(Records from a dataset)
--- START ---
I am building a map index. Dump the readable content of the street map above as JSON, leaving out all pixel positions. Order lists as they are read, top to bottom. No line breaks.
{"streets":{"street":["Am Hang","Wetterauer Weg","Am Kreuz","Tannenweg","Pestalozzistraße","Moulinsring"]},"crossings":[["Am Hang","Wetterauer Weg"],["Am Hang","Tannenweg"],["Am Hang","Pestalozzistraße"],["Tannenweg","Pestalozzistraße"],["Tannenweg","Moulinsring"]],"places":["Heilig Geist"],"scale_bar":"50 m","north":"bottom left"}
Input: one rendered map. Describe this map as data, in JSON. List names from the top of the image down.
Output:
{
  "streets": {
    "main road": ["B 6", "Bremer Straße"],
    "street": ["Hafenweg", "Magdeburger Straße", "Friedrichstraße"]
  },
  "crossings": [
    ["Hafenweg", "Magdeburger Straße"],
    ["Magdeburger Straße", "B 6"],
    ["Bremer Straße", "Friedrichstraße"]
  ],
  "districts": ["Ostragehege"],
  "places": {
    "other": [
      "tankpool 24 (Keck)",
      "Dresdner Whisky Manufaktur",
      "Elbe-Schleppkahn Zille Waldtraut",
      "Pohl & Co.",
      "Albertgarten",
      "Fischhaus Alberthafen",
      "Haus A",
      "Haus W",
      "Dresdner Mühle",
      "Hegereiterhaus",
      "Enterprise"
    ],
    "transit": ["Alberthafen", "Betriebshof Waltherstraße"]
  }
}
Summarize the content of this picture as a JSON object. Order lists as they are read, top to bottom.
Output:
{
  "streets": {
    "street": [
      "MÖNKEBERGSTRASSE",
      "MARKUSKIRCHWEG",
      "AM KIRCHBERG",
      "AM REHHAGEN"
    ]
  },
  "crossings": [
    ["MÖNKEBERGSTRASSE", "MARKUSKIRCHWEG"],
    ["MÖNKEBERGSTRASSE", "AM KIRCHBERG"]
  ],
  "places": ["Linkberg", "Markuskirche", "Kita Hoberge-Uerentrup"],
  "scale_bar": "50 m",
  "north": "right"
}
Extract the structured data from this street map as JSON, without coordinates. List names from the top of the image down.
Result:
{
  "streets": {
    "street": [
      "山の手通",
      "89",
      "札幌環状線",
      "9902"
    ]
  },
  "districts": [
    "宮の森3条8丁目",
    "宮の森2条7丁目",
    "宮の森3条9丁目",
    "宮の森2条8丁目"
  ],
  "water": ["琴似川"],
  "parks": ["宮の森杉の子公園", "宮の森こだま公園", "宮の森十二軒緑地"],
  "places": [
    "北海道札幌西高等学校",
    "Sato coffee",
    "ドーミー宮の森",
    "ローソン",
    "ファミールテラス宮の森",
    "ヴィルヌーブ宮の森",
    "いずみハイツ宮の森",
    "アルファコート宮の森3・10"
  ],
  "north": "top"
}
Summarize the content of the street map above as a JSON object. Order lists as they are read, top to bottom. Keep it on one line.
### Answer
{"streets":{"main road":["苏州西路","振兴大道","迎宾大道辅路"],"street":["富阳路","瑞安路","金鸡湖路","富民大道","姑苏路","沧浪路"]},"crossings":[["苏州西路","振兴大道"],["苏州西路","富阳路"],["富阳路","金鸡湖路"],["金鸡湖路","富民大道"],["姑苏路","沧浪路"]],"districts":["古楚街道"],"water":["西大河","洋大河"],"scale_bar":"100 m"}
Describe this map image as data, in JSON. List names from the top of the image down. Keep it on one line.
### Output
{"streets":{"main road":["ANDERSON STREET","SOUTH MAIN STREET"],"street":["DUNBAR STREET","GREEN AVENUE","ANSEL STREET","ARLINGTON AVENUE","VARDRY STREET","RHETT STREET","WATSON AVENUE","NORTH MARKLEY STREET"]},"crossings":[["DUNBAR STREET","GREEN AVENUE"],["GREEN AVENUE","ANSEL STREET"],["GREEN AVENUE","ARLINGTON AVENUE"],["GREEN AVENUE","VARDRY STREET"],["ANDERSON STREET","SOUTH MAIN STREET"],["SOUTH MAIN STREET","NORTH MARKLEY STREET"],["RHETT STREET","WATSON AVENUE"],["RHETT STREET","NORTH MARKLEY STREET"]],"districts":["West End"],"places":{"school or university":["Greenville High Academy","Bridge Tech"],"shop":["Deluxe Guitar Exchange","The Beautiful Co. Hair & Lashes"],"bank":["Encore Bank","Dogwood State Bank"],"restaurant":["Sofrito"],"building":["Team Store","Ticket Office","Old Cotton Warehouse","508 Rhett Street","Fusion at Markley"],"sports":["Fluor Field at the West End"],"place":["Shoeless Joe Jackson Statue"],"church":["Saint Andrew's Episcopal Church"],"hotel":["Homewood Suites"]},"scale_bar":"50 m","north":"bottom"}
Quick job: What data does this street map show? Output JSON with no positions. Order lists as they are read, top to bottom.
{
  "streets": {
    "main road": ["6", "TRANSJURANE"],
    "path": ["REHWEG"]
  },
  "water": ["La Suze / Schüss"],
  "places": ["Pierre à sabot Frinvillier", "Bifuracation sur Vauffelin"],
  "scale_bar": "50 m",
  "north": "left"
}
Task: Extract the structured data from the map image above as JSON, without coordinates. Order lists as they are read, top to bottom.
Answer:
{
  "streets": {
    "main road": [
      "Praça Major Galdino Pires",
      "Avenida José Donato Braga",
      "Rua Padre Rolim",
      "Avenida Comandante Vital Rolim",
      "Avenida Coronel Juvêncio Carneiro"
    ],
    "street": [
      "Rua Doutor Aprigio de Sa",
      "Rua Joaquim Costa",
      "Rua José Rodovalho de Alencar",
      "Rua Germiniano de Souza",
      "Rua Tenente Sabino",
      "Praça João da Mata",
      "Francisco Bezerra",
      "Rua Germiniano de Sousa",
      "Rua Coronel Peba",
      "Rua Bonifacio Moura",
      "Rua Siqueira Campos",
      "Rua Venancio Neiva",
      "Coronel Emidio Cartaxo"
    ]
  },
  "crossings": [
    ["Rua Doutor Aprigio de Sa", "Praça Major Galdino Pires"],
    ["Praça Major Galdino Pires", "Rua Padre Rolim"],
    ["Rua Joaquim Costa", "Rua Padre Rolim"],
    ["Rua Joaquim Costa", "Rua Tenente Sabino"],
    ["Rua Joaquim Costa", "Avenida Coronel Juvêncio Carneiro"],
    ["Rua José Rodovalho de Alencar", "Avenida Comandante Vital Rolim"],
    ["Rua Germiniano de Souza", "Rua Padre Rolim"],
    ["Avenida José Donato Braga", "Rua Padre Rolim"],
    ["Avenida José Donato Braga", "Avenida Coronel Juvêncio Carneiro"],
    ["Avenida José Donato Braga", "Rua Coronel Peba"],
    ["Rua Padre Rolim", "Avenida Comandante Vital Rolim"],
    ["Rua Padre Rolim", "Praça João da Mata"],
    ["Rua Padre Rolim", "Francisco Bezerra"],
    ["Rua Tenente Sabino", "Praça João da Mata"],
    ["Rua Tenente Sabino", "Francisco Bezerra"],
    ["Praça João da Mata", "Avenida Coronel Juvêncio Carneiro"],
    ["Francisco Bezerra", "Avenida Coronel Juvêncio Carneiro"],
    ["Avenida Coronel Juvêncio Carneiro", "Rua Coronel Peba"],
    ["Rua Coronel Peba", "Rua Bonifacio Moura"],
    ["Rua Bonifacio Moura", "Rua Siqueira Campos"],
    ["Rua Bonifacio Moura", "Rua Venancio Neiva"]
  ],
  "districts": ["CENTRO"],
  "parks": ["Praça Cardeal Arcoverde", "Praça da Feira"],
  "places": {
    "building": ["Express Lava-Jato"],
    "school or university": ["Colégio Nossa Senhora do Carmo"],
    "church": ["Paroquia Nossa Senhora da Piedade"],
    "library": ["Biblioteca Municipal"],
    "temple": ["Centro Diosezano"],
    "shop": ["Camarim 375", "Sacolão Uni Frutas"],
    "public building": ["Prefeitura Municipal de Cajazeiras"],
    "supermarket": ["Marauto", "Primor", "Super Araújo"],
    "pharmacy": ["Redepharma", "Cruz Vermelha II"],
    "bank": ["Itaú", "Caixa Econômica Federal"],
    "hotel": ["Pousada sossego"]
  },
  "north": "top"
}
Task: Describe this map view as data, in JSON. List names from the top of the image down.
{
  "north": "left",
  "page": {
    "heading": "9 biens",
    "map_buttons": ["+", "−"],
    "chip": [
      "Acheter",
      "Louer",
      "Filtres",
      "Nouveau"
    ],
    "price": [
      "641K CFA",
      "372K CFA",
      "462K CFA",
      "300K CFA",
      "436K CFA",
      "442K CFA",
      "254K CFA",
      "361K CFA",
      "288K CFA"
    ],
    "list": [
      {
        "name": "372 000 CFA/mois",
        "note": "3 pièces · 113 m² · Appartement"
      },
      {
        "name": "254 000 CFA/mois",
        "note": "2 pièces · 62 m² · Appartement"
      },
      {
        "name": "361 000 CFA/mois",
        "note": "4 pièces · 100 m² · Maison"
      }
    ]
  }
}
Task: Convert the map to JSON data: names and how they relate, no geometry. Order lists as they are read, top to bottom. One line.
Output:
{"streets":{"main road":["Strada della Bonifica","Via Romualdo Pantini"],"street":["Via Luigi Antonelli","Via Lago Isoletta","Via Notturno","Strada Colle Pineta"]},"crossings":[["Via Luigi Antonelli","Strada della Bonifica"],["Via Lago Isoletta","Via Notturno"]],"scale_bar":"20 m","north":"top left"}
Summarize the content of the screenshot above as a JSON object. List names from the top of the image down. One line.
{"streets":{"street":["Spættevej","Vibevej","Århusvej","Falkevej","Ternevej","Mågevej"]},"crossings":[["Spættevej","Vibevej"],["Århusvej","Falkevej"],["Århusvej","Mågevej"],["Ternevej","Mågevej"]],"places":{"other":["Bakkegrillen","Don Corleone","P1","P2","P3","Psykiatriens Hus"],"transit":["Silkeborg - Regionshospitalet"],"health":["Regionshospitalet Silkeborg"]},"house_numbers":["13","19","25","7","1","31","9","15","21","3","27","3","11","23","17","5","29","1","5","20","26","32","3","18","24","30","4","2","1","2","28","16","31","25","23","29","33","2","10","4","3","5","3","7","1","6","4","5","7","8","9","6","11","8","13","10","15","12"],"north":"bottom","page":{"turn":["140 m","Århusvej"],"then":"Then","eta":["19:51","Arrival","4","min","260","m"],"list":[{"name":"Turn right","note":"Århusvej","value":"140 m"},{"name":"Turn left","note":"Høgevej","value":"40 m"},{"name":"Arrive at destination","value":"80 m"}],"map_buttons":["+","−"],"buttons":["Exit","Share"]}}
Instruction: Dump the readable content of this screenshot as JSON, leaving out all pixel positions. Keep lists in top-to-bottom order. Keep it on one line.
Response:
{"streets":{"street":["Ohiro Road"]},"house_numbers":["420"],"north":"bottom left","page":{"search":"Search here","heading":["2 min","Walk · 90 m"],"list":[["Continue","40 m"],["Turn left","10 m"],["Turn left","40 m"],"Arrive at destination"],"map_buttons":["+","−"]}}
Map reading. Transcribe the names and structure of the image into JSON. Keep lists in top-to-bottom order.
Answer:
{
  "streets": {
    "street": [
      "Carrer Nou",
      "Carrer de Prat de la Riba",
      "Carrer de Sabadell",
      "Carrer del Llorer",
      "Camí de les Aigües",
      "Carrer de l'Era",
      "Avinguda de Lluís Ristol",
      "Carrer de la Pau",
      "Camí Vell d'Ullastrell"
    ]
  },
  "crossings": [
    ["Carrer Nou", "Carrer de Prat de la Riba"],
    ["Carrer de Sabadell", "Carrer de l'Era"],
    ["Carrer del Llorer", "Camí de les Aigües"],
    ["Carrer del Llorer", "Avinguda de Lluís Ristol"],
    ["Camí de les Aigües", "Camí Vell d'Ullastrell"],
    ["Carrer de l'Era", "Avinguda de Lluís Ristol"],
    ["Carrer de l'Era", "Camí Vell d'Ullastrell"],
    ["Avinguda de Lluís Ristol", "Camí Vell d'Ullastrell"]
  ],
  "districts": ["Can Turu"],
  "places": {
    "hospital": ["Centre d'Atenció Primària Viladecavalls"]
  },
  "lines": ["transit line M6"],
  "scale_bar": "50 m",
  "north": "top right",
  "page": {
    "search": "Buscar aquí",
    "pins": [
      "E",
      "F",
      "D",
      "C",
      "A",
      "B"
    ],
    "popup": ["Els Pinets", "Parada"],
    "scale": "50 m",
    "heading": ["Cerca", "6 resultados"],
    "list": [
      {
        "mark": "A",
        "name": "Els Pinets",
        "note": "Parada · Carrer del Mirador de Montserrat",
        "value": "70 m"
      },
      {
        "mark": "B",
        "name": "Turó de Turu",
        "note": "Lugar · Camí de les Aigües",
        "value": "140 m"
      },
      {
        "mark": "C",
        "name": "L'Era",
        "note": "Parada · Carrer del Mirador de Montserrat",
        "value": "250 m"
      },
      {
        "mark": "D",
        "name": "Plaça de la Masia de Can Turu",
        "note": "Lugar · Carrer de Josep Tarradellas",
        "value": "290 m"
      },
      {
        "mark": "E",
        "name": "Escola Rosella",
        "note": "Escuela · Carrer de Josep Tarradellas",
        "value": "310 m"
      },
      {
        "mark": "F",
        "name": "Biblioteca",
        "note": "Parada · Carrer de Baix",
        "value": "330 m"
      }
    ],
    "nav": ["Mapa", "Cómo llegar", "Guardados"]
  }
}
--- END ---
■ Work required:
Only lines with the word "coordinates" are needed. Copy them from the preceding records.

■ Task output:
Extract the structured data from this street map as JSON, without coordinates. List names from the top of the image down.
Task: Extract the structured data from the map image above as JSON, without coordinates. Order lists as they are read, top to bottom.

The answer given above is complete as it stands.